Stored items:
^^^^
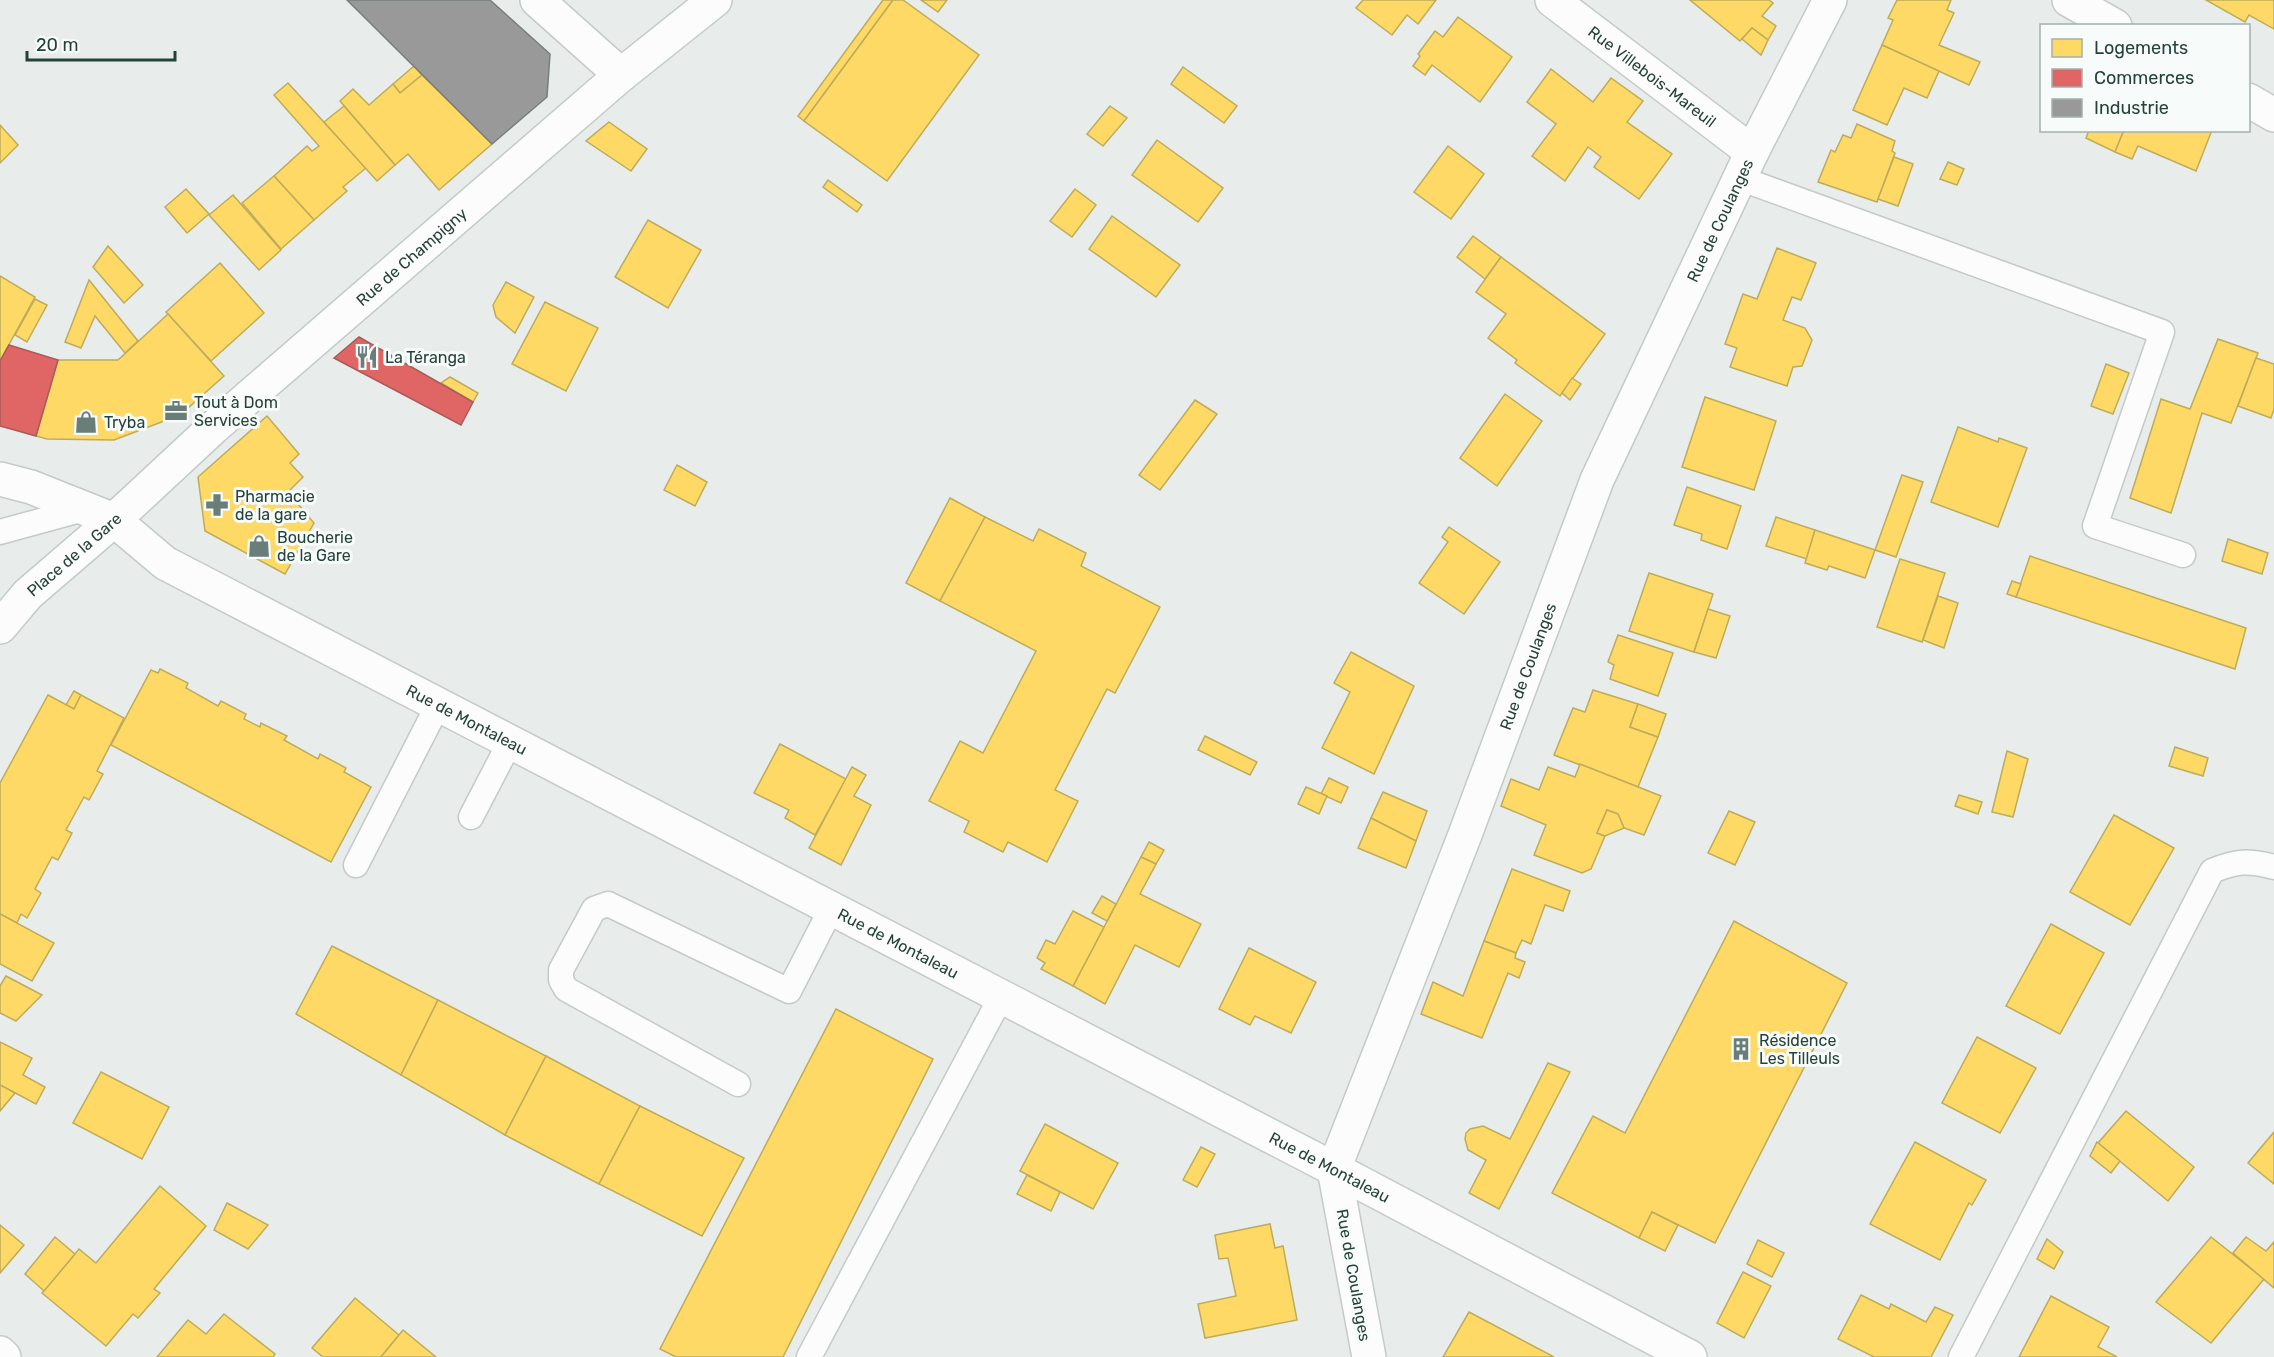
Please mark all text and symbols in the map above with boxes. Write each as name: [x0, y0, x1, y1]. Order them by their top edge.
street label: Rue Villebois-Mareuil: [1584, 22, 1720, 131]
scale bar: [27, 24, 176, 62]
legend: [2040, 24, 2250, 132]
text: 20 m: [36, 34, 78, 56]
text: Logements: [2094, 37, 2188, 59]
text: Commerces: [2094, 67, 2194, 89]
text: Industrie: [2094, 97, 2169, 119]
street label: Rue de Coulanges: [1683, 156, 1757, 285]
street label: Rue de Champigny: [352, 204, 471, 310]
restaurant icon: La Téranga: [354, 344, 380, 370]
place label: La Téranga: [385, 348, 466, 367]
place label: Tout à Dom Services: [194, 393, 278, 430]
office icon: Tout à Dom Services: [163, 398, 189, 424]
shop icon: Tryba: [73, 409, 99, 435]
place label: Tryba: [104, 413, 145, 432]
place label: Pharmacie de la gare: [235, 487, 315, 524]
pharmacy icon: Pharmacie de la gare: [204, 492, 230, 518]
street label: Place de la Gare: [23, 509, 126, 601]
place label: Boucherie de la Gare: [277, 528, 353, 565]
shop icon: Boucherie de la Gare: [246, 533, 272, 559]
street label: Rue de Coulanges: [1496, 600, 1560, 733]
street label: Rue de Montaleau: [403, 681, 530, 759]
street label: Rue de Montaleau: [834, 904, 962, 983]
place label: Résidence Les Tilleuls: [1759, 1031, 1840, 1068]
building icon: Résidence Les Tilleuls: [1728, 1036, 1754, 1062]
street label: Rue de Montaleau: [1266, 1128, 1393, 1207]
street label: Rue de Coulanges: [1333, 1207, 1374, 1343]

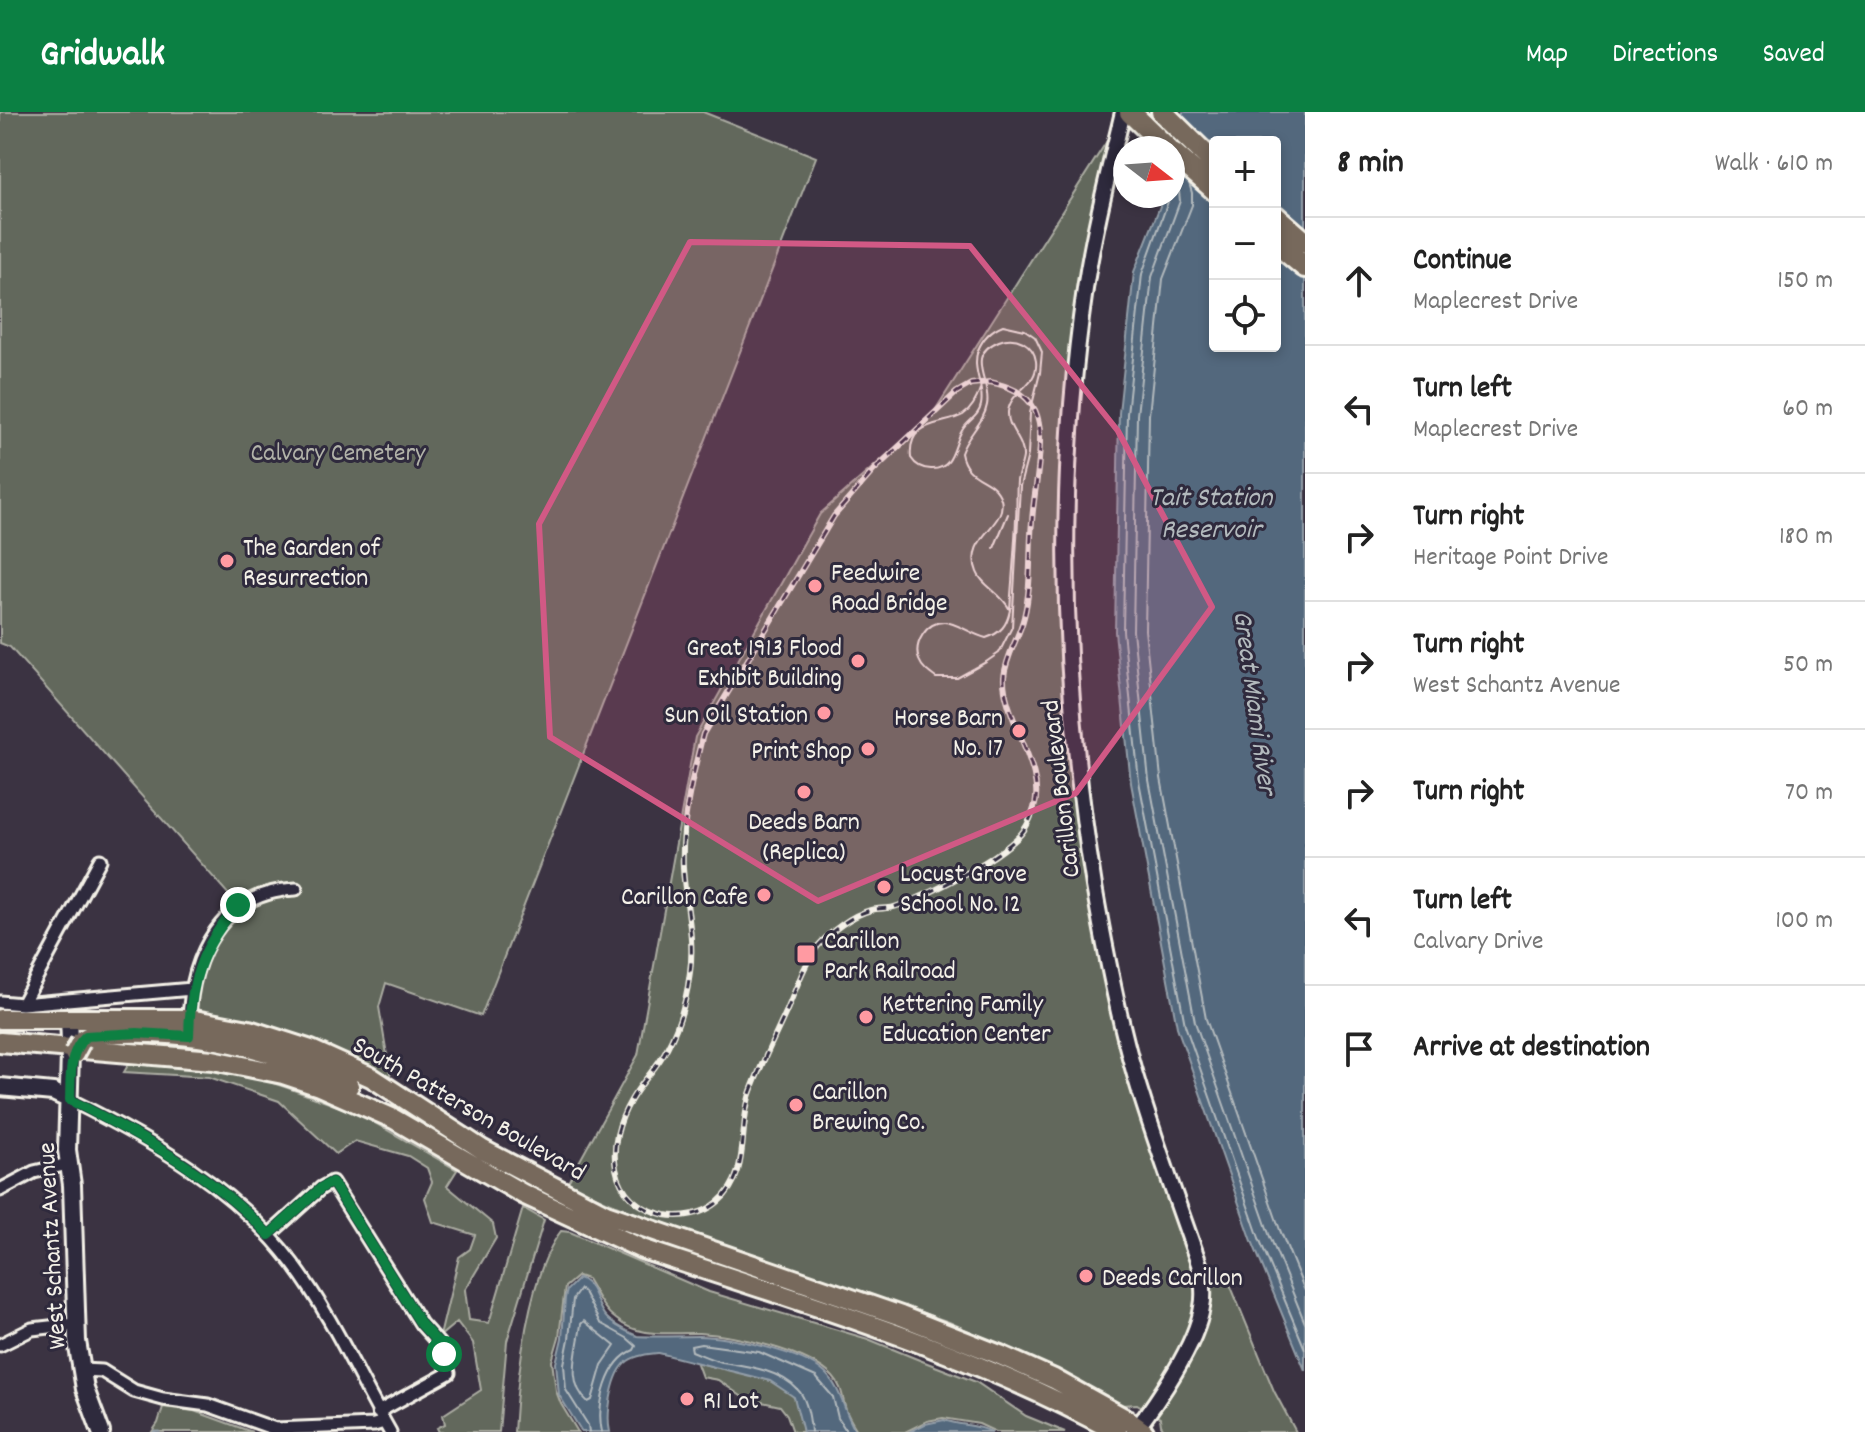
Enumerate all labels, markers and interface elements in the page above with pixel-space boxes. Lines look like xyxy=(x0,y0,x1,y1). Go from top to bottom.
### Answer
^^^^
WHAT THE EXERCISE ASKS: The lines from the one with "Enumerate all labels, markers" through the final line of the data are to be reproduced exactly, both included, with no other lines.

EXERCISE OUTPUT:
Enumerate all labels, markers and interface elements in the page above with pixel-space boxes. Lines look like xyxy=(x0,y0,x1,y1). Go from top to bottom.
### Answer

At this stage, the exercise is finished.